A lenda viva Rory Russel esteve no Brasil divulgando sua volta à Lightning Bolt, marca criada por Gerry Lopez e Jack Shipley no Hawaii nos anos 70. Com o emblemático raio pintado em sua prancha e ao lado de nomes como Gerry Lopez, Jackie Dunn, Larry Bertlemann, entre outros, Rory comandou a “revolução da pranchinha” naquela época. Em 1975, ele ganhou a primeira etapa mundial sediada no Brasil, o Magno Aquacenter, no Arpoador (esta prova veio a servir de molde para o primeiro Waimea 5000 no ano seguinte), e em 76 e 77 foi coroado “em casa”, vencendo o Pipe Masters. Campeonatos à parte, Rory Russel tem mais alguns méritos incluindo a “descoberta” de famosos destinos de surf de hoje em dia, como G-Land, na Indonésia, e a criação de uma das pranchas mais clássicas com o tradicional símbolo do raio, a mini-gun batizada “The Pipeliner”. No início de junho, ele esteve na loja Boards Co em Ipanema numa sessão de autógrafos, onde exibiu uma reedição especial da Pipeliner, além de muita vibe em meio a bate-papos e fotos. Na manhã seguinte conversamos após uma sessão de surf na Praia da Reserva. Não é à toa que seu nome é escrito em tantas frases junto à expressão “Aloha Spirit”. Seu carisma e empolgação são contagiantes, e o que seria uma entrevista, se tornou praticamente um monólogo. Bastou ligar o gravador e fazer uma simples pergunta para o cara embarcar numa “viagem no tempo”, que em apenas 20 minutos conseguiu passar perfeitamente um pouco do feeling que era surfar no Hawaii antes do “boom” do esporte em 75.
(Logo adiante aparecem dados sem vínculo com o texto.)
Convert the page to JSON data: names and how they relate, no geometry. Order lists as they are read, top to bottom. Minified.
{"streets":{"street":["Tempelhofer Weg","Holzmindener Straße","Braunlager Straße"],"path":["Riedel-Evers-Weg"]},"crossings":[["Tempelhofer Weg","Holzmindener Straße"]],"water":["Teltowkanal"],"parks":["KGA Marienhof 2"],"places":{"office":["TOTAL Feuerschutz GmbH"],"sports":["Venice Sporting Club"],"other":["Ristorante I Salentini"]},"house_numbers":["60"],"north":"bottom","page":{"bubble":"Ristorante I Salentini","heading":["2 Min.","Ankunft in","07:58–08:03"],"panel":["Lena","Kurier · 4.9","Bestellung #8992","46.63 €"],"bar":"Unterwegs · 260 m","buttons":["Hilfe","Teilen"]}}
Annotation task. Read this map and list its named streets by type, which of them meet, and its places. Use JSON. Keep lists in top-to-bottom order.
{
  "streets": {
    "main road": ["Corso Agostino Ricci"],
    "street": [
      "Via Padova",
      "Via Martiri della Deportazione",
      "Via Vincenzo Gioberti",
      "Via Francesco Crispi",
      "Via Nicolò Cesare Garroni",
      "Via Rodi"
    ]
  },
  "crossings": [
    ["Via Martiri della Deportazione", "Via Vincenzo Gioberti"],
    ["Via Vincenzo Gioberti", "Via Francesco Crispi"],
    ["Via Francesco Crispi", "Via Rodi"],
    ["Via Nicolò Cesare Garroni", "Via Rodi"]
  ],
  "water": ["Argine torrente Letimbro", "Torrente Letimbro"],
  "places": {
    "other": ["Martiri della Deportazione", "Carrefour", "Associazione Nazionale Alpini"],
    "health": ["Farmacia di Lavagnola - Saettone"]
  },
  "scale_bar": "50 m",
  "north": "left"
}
Ontem você esteve no Arpoador novamente, 36 anos após sua vitória lá. O que você achou de diferente?
“Bom, basicamente a onda continua a mesma. Já os arredores… Cara, foi um verdadeiro flashback! Tudo bem similar, o cenário com aquela ilha no horizonte… Sensacional! Eu tenho uma forte lembrança das pessoas, da torcida e de ter que passar por toda aquela gente para chegar até a água. O entusiasmo dos brasileiros é incrível! E vocês têm uma relação tão íntima com o oceano que já faz parte do estilo de vida. Eu estava na Prainha ontem e todo mundo lá quebrava dentro d’água, eu fiquei chocado! Acho que tem a ver com a quantidade de onda que dá por aqui e a forma que as bancadas têm. Dá pra encontrar onda boa em algum lugar quase sempre… e o lifestyle é demais! As pessoas são amigáveis, extrovertidas e sempre dispostas a ajudar. Eu não falo muito português, mas me sinto em casa porque as pessoas se interessam em tentar se comunicar com você e estão sempre querendo ajudar. Eu não estou acostumado a isso!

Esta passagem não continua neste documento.